▸ Task to complete:
Only the lines with "Úrsula" in the entries below belong in the answer; please copy them.

Items listed in a dataset:
+---+

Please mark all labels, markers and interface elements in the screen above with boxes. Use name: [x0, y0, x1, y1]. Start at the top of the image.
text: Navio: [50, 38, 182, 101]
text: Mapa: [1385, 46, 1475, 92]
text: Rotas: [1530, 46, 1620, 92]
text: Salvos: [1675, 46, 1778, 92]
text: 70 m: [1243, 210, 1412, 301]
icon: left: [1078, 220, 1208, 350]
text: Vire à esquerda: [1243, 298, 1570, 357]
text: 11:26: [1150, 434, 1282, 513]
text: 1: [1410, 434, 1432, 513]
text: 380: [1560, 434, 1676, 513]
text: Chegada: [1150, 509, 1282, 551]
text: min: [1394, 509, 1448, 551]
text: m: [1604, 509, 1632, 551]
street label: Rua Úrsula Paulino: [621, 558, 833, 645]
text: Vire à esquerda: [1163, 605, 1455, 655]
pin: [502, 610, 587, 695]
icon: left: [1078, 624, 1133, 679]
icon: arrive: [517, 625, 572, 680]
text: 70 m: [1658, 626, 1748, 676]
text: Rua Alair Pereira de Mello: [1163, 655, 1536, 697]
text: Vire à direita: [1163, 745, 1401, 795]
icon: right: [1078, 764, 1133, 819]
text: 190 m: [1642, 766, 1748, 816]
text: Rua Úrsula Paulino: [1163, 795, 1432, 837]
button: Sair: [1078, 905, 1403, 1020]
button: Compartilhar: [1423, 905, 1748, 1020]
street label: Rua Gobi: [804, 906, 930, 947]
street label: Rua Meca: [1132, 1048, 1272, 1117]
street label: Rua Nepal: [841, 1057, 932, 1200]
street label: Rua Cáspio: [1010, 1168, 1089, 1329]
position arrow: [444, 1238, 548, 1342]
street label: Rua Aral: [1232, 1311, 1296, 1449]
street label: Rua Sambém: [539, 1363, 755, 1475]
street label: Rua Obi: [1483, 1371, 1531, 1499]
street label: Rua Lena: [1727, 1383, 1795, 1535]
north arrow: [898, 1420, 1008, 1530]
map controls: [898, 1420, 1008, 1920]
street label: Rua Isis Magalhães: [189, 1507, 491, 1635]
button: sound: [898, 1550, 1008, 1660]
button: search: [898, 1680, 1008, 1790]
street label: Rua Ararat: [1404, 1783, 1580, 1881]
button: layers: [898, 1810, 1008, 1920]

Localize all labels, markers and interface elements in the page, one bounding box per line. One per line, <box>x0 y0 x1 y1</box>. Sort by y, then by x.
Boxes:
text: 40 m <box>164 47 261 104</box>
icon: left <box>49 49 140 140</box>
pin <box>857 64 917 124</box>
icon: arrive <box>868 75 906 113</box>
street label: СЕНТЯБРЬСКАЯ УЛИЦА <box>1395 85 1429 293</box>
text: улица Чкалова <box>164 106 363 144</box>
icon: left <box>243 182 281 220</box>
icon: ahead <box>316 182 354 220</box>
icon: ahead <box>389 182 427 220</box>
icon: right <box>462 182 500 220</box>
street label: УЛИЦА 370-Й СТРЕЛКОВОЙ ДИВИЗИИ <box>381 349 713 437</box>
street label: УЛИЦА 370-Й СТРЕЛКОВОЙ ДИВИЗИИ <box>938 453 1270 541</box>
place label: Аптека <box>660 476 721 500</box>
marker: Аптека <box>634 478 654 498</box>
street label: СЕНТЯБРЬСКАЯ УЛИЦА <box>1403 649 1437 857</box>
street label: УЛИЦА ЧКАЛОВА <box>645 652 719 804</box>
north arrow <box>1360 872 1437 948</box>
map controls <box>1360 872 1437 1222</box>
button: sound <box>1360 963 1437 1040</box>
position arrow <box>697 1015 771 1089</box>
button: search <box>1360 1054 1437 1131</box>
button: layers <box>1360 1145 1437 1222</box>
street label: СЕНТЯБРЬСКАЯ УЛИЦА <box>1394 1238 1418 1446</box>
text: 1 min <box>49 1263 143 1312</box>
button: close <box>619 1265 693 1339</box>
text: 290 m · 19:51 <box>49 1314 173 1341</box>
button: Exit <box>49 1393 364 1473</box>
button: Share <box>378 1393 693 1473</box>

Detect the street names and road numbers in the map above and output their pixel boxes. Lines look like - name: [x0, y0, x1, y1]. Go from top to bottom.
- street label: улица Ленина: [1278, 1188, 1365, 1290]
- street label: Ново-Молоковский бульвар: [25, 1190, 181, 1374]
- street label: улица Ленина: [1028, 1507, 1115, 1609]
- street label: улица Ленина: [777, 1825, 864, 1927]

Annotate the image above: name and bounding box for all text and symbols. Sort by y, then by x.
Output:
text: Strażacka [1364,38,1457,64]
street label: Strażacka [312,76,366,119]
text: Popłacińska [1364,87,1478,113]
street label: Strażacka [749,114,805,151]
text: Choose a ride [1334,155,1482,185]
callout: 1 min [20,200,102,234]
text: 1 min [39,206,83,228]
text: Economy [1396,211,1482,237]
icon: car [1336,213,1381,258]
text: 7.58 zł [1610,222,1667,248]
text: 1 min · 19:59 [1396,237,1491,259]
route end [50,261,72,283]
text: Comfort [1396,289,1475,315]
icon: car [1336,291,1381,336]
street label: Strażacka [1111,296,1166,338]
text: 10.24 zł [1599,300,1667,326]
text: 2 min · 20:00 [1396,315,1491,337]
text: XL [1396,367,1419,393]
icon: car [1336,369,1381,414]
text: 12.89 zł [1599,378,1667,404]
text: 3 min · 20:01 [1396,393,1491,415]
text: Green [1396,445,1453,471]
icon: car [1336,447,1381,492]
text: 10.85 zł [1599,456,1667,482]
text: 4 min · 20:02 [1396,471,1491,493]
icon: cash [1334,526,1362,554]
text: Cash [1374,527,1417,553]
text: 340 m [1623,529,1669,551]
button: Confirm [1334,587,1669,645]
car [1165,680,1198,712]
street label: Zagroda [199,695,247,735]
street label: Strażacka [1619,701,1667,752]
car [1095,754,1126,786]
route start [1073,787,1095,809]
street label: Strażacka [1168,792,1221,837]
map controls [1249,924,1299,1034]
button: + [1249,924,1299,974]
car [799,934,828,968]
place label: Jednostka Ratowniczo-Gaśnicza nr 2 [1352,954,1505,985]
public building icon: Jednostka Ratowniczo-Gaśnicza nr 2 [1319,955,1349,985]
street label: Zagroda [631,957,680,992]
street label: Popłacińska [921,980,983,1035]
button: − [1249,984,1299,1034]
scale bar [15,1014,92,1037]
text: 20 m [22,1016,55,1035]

+---+

▸ Result of the exercise:
street label: Rua Úrsula Paulino: [621, 558, 833, 645]
text: Rua Úrsula Paulino: [1163, 795, 1432, 837]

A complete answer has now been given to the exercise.